### Stored data
....

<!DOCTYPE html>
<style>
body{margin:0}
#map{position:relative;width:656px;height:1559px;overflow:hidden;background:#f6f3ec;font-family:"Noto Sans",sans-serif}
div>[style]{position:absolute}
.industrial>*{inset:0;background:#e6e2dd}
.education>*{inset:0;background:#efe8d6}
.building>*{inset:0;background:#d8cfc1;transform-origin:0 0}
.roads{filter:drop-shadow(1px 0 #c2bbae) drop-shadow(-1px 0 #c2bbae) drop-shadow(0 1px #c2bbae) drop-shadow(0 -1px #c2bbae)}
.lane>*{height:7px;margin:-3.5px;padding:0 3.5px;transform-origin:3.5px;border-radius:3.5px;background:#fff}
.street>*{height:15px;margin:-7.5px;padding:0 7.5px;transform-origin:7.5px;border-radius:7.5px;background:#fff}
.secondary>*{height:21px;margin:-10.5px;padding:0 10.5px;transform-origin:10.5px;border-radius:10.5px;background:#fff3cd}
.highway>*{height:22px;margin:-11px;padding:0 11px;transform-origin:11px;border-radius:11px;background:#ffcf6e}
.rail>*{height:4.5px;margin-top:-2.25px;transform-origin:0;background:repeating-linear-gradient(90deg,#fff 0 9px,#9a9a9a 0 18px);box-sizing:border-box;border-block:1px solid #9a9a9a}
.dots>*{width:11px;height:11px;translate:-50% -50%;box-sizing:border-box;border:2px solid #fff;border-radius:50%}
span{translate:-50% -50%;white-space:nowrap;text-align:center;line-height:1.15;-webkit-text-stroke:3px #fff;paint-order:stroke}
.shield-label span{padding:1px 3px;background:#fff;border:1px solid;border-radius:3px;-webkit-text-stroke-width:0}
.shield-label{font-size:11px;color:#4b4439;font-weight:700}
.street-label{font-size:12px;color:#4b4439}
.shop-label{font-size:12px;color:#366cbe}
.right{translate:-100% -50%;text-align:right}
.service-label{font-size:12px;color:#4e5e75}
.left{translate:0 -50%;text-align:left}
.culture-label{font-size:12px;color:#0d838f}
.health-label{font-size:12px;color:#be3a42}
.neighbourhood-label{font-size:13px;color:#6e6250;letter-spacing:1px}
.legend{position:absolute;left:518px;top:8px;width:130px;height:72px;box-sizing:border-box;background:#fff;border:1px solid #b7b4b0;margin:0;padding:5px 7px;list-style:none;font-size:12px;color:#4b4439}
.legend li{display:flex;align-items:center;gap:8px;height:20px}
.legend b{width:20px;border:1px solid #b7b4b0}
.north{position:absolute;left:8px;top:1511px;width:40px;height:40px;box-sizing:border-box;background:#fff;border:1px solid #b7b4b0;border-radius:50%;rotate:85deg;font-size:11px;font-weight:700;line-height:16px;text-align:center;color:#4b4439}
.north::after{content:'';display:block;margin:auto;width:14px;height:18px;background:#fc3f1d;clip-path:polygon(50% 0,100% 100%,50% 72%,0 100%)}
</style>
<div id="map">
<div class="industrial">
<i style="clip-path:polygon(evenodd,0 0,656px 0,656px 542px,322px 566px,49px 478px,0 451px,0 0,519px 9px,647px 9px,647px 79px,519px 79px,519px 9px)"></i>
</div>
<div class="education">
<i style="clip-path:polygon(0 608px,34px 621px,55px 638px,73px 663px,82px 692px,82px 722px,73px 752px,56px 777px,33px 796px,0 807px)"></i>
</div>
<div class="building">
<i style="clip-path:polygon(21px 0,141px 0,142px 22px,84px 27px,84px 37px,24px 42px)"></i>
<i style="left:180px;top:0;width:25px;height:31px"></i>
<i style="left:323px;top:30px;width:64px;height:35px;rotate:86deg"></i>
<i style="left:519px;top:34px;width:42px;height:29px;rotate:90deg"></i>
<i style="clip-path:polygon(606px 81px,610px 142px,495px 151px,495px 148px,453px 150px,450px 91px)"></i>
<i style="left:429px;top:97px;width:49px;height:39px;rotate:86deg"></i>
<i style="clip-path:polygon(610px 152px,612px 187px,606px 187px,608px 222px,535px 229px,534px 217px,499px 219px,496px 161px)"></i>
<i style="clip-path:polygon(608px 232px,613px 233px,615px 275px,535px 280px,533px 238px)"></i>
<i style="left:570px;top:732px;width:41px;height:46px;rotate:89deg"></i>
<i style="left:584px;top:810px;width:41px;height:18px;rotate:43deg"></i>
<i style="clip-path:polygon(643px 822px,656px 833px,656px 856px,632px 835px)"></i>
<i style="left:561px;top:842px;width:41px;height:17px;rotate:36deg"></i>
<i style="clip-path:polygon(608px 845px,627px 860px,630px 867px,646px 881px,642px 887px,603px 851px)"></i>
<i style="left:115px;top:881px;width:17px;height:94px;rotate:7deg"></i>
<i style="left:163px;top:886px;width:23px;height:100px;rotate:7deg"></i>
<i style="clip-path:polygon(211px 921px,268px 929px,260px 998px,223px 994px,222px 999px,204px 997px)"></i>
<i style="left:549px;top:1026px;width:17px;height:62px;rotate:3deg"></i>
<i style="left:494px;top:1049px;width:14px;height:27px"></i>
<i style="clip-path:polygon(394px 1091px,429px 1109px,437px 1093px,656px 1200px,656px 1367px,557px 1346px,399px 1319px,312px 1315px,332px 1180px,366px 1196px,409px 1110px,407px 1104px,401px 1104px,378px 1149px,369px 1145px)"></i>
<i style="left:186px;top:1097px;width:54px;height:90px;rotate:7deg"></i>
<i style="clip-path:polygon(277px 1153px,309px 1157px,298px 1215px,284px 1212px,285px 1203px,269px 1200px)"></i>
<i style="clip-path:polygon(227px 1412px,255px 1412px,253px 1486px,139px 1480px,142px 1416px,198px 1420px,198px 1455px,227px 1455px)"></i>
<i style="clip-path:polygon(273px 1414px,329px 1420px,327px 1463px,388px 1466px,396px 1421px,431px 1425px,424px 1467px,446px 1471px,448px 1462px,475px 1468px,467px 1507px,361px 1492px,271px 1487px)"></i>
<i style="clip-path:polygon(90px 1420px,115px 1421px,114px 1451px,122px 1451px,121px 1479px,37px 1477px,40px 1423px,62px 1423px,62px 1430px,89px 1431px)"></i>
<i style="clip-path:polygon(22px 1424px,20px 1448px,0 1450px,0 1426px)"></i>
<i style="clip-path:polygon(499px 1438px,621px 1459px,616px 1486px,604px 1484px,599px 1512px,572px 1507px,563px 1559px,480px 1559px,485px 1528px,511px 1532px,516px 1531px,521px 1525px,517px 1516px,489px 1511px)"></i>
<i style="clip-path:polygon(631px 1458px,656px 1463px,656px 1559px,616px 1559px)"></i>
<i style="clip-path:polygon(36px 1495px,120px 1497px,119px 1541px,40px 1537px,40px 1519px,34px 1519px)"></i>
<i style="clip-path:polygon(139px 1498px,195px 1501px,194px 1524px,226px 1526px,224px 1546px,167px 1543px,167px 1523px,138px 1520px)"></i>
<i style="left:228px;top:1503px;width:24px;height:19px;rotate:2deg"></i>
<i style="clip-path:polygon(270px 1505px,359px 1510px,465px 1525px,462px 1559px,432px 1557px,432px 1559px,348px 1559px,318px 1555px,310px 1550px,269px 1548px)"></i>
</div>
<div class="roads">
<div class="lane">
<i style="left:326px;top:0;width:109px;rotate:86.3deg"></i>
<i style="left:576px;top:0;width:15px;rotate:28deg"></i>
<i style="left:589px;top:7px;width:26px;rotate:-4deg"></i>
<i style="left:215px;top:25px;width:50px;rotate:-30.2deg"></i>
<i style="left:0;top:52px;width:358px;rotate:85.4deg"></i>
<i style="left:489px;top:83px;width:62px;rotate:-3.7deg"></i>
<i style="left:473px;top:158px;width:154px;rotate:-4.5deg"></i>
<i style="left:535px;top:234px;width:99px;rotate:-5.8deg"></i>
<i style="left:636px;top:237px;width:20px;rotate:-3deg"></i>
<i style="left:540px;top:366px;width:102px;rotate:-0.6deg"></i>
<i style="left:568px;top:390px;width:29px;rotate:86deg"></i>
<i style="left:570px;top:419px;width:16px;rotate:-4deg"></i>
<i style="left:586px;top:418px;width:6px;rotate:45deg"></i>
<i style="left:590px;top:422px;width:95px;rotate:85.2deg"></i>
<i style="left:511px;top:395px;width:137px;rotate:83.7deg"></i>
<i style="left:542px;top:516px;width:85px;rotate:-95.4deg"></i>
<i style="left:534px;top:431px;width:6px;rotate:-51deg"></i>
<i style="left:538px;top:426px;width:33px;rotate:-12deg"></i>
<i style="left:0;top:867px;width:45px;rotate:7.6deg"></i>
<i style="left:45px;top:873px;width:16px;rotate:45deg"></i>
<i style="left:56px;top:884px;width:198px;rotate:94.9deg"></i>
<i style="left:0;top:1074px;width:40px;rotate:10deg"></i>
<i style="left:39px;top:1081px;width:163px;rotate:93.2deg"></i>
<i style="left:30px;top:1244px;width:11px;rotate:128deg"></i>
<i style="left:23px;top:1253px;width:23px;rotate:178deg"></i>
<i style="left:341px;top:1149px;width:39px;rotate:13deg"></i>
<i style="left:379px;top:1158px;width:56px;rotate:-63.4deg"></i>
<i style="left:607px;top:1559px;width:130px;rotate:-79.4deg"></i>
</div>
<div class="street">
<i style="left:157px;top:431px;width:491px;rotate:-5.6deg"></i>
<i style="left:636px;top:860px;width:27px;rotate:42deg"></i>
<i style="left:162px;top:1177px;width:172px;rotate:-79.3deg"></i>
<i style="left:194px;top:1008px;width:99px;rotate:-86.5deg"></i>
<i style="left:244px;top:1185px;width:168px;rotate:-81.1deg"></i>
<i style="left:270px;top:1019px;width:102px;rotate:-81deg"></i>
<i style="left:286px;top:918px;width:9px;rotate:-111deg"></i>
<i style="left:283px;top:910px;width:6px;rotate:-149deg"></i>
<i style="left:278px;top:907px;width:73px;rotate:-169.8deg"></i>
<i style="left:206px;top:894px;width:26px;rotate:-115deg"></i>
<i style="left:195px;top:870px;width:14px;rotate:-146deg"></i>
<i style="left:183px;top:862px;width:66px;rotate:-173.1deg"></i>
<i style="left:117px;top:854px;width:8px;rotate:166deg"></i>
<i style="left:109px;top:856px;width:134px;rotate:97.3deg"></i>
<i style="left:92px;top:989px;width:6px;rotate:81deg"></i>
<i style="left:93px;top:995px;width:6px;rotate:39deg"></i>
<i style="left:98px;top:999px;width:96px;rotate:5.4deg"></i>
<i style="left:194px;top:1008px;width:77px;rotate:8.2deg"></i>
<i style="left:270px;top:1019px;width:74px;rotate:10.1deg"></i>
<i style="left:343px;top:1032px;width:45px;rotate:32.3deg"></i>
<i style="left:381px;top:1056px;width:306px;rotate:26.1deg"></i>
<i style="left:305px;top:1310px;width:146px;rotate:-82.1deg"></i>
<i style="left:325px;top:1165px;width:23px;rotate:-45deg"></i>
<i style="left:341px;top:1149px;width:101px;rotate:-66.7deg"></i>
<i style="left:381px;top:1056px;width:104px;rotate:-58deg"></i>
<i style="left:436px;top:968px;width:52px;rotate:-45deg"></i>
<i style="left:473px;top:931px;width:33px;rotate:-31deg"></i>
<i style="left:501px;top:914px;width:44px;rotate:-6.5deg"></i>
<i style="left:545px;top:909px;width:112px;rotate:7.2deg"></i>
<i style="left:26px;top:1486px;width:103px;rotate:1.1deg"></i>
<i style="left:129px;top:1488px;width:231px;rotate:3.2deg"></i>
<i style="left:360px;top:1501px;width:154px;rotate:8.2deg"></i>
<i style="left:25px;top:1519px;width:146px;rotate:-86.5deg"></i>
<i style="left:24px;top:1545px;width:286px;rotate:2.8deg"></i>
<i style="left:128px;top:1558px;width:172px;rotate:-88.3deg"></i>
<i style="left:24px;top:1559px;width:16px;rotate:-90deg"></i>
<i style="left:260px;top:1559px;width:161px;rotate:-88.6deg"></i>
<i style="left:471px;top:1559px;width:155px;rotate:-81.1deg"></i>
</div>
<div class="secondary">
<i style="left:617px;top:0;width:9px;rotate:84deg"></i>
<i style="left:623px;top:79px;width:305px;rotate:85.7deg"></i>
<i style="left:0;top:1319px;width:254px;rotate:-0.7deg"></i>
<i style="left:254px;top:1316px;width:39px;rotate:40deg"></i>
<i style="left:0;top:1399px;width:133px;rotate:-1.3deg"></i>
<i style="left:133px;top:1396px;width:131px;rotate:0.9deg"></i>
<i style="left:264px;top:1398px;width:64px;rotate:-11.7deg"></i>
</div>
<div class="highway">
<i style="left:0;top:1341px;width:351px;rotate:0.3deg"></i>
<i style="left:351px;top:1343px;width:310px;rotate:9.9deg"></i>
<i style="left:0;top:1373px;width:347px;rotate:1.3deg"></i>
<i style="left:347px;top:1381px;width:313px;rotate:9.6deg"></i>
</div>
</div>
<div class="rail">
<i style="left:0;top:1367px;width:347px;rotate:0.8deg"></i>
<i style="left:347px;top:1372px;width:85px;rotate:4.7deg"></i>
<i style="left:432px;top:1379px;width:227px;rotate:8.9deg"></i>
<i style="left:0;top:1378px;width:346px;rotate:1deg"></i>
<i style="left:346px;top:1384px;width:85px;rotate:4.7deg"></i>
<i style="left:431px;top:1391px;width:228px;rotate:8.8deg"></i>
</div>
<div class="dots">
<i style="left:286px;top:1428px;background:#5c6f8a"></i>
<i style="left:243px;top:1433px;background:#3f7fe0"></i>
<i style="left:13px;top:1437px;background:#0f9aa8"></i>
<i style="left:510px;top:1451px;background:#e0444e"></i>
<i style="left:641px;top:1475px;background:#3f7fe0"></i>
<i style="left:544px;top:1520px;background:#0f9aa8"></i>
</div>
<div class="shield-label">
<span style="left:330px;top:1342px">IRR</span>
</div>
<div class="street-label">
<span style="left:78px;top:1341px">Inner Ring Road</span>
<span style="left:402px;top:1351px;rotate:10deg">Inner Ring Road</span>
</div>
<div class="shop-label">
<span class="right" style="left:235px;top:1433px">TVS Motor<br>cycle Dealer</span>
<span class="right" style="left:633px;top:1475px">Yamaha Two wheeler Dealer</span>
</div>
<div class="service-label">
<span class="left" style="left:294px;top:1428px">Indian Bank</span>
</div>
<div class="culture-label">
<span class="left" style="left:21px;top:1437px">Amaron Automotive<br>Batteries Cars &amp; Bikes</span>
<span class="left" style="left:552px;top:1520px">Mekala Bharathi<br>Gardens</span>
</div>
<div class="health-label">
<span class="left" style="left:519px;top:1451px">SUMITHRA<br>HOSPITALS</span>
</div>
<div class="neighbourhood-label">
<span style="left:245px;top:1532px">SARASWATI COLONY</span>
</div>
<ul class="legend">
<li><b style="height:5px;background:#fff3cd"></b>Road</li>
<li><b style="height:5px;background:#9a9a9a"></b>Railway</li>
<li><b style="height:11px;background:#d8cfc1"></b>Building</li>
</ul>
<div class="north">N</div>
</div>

....

### Task details
Lines from the entries that contain the word "lane" are what the answer must hold.

### Task answer
.lane>*{height:7px;margin:-3.5px;padding:0 3.5px;transform-origin:3.5px;border-radius:3.5px;background:#fff}
<div class="lane">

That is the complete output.